*** Opening of DATA FOR PROCESSING ***

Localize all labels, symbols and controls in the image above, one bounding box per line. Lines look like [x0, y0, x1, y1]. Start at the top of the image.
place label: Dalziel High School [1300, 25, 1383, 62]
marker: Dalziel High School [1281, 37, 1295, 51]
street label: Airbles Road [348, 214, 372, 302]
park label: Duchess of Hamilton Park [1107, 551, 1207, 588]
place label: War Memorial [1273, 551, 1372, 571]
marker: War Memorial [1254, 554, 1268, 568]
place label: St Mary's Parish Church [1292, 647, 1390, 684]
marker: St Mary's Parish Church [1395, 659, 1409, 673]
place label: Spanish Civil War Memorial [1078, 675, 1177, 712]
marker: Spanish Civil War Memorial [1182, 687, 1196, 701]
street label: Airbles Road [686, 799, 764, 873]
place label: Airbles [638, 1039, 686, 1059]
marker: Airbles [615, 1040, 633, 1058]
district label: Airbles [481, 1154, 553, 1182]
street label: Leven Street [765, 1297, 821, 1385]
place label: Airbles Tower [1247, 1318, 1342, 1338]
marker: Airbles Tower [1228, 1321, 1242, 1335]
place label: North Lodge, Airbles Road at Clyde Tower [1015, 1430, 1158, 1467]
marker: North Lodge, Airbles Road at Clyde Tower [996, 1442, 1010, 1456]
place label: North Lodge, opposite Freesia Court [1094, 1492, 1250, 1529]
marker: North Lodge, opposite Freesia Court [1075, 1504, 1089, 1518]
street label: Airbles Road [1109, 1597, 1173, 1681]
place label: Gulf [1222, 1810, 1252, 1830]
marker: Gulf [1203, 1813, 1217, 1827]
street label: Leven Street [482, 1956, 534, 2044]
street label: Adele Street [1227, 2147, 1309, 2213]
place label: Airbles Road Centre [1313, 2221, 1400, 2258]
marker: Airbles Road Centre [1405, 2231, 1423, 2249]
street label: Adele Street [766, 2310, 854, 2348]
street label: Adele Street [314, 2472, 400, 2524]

*** Close of DATA FOR PROCESSING ***

TASK ITEM:
Each line of the data is to be transcribed exactly, with nothing left out.

ANSWER TO THE EXERCISE:
Localize all labels, symbols and controls in the image above, one bounding box per line. Lines look like [x0, y0, x1, y1]. Start at the top of the image.
place label: Dalziel High School [1300, 25, 1383, 62]
marker: Dalziel High School [1281, 37, 1295, 51]
street label: Airbles Road [348, 214, 372, 302]
park label: Duchess of Hamilton Park [1107, 551, 1207, 588]
place label: War Memorial [1273, 551, 1372, 571]
marker: War Memorial [1254, 554, 1268, 568]
place label: St Mary's Parish Church [1292, 647, 1390, 684]
marker: St Mary's Parish Church [1395, 659, 1409, 673]
place label: Spanish Civil War Memorial [1078, 675, 1177, 712]
marker: Spanish Civil War Memorial [1182, 687, 1196, 701]
street label: Airbles Road [686, 799, 764, 873]
place label: Airbles [638, 1039, 686, 1059]
marker: Airbles [615, 1040, 633, 1058]
district label: Airbles [481, 1154, 553, 1182]
street label: Leven Street [765, 1297, 821, 1385]
place label: Airbles Tower [1247, 1318, 1342, 1338]
marker: Airbles Tower [1228, 1321, 1242, 1335]
place label: North Lodge, Airbles Road at Clyde Tower [1015, 1430, 1158, 1467]
marker: North Lodge, Airbles Road at Clyde Tower [996, 1442, 1010, 1456]
place label: North Lodge, opposite Freesia Court [1094, 1492, 1250, 1529]
marker: North Lodge, opposite Freesia Court [1075, 1504, 1089, 1518]
street label: Airbles Road [1109, 1597, 1173, 1681]
place label: Gulf [1222, 1810, 1252, 1830]
marker: Gulf [1203, 1813, 1217, 1827]
street label: Leven Street [482, 1956, 534, 2044]
street label: Adele Street [1227, 2147, 1309, 2213]
place label: Airbles Road Centre [1313, 2221, 1400, 2258]
marker: Airbles Road Centre [1405, 2231, 1423, 2249]
street label: Adele Street [766, 2310, 854, 2348]
street label: Adele Street [314, 2472, 400, 2524]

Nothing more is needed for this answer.